By kjmraven (19), East Quogue on Feb 28, 14 8:13 AM
1 member liked this comment
His tax bill is pennies on the dollar for this "ag-only" back yard he has.
By Nature (2966), Hampton Bays on Feb 28, 14 9:22 AM
2 members liked this comment
Sue the towns pants off. The town let pumpkin Ville on Montauk Highway in Water Milll build a giant storage building to expand their Disney World like Halloween exhibit. No farm equipment in those sheds nor is there any in most of the new ag buildings all over the village. These building are being rented to contractors and landscapers. The town will lose this lawsuit they have always been very arbitrary when it comes to ag structures
By chief1 (2800), southampton on Feb 28, 14 9:07 PM
2 members liked this comment
MS Scarloto points out that this is a "Tactic". This "tactic" of attacking this town with lawsuits in order to achieve a self serving personal gain, with no regard to the respect of zoning, laws, covenants or respect for terms and conditions that are in place for the protection of the environment must be stopped.
By 007 (45), East Quogue on Mar 1, 14 7:05 AM
1 member liked this comment
Saving the environment? Farmland by far has been the biggest polluter of farmland. Just ask anyone who has well water near a farm about their Temik filters. Scarloto is barking up a losing tree.
By chief1 (2800), southampton on Mar 1, 14 3:55 PM
Saving the environment? Farmland by far has been the biggest polluter of farmland. Just ask anyone who has well water near a farm about their Temik filters. Scarloto is barking up a losing tree.
By chief1 (2800), southampton on Mar 1, 14 3:56 PM
"Some rich men came,
and raped the land.
Nobody caught 'em.
Put up a bunch of ugly boxes,
and Jesus, people bought 'em."

~ The Eagles, "The Last Resort" (Hotel California, 1976)
By Mr. Z (11847), North Sea on Mar 1, 14 5:36 PM
There are rules, laws and regulations. And there are those who believe they are above the law -- especially when they have the money to make their own. Here's a classic case of one of the "master's of the universe", the 1% OF THE 1%, who wants what he wants and will do anything to get it, the town and people of Southampton be damned. Shameful.
By Beyonce (2), Southampton on Mar 3, 14 10:19 AM
We have a drug epidemic going on, illegal aliens, health care issues, and we want to butt heads with a guy who wants to build a barn? What a joke this country is becoming.
By chief1 (2800), southampton on Mar 3, 14 1:50 PM
1 member liked this comment
So, judging by your logic, the Planning Board should be considering "illegal aliens, health care issues and drug epidemics?"
By Nature (2966), Hampton Bays on Mar 5, 14 12:06 PM
There has always been a "drug epidemic." In the 1950s and 60s it was heroin. When I was in high school it was weed, LSD and amphetamine pills, then powdered amphetamine (Remember "Speed Kills"?) Black beauties. Reds. Quaaludes. We survived.
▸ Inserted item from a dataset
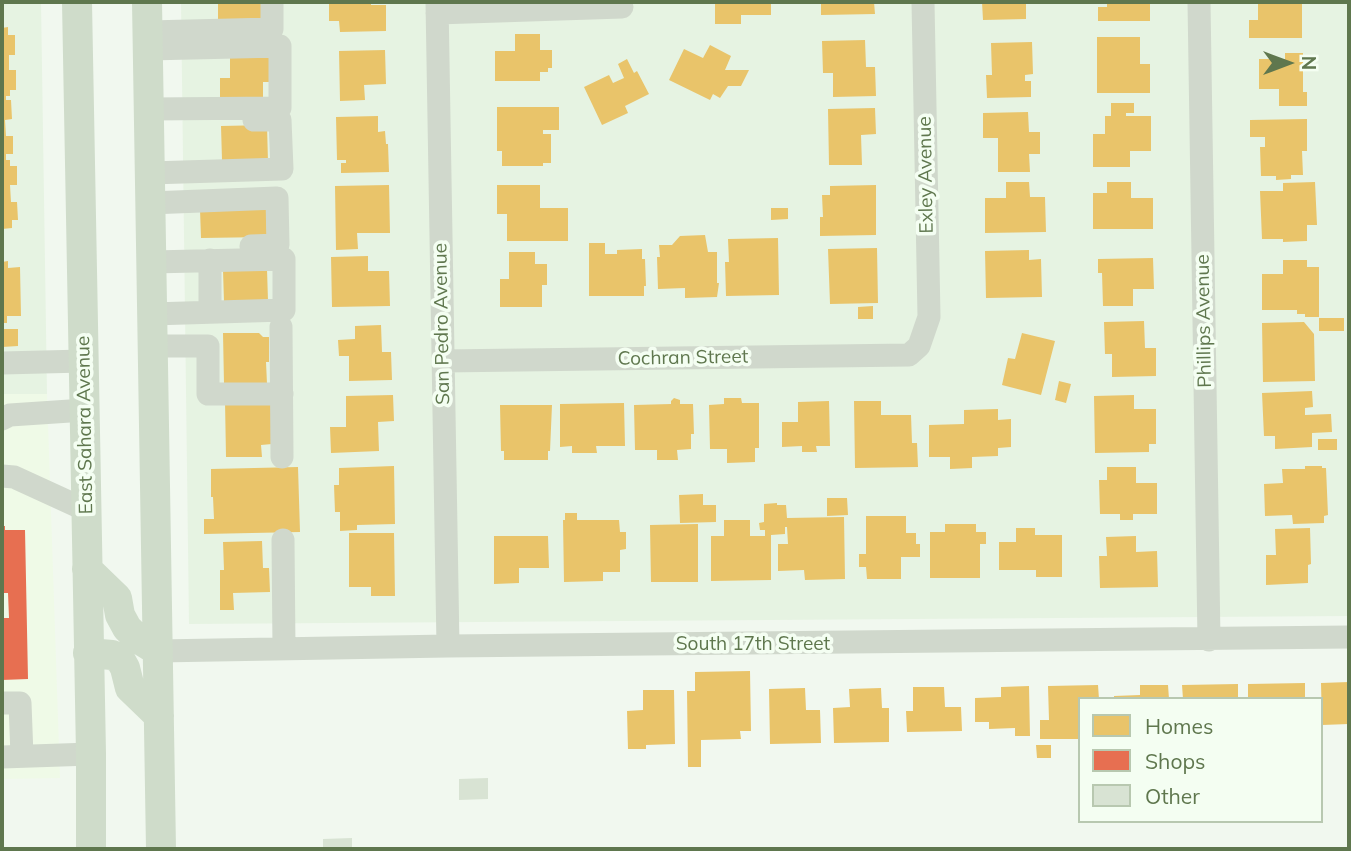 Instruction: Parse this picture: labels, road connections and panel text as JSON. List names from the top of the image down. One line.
{"streets":{"main road":["East Sahara Avenue"],"street":["Exley Avenue","Phillips Avenue","San Pedro Avenue","Cochran Street","South 17th Street"]},"crossings":[["Exley Avenue","Cochran Street"],["Phillips Avenue","South 17th Street"],["San Pedro Avenue","Cochran Street"],["San Pedro Avenue","South 17th Street"]],"legend":["Homes","Shops","Other"],"north":"right"}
Then it was cocaine. Then it was crack cocaine. Then it was methamphetamine. All along this time period, people were skin popping and mainlining heroin. Remember AIDS? All those heroin addicts? Then it was Vicodin and OxyContin. Then people confused ...more
By btdt (449), water mill on Mar 8, 14 8:45 PM
Legal rights agreed to by two parties cannot later simply be ignored by one of them. For the Town Attorney to make these types of comments indicates an institutional prejudice against this property owner. For the Boards in this Town to not do their homework and issue poor decisions is bad enough; but for the Town's chief legal adviser to allege "coercion" exposes the Town's own bad advice. Tell us you didn't really say this, Tiffany. Or was there pressure from above?
By hamptonyte (14), Southampton on Mar 3, 14 5:41 PM
I sure wish that the folks in East Hampton would be so steadfast. The sprawl of Amagansett is getting out of hand. Next up, a trashy 7-11. I'm sure a White Castle will be sure to follow.
By Open Book (11), EH on Mar 4, 14 11:14 AM
1 member liked this comment
Yeah. Another 7-11 that nobody wants - just like the one in Montauk. Did anyone notice the 7-11 in Montauk is the busiest one in the country? Kind of amazing for a store that no one wanted.
By VOS (1241), WHB on Mar 4, 14 3:02 PM
1 member liked this comment
I love White Castle
By joe hampton (3461), south hampton on Mar 9, 14 9:39 PM
So the guy wants to build a 11,200 foot barn on 40 acres. Typical Town of Southampton trying to prove a point. Who really cares if there is a barn there? Proportionately, It is like me erecting a dog house on my property. They will lose. Property owners still have rights. Has the Town ever won a lawsuit?
By The Real World (368), southampton on Mar 4, 14 2:21 PM
The Real World - I think he has received a huge reduction in taxes because it couldn't be built on.
By dnice (2346), Hampton Bays on Mar 4, 14 7:08 PM
1 member liked this comment
Let's not let Wall Street morals win on this one, too.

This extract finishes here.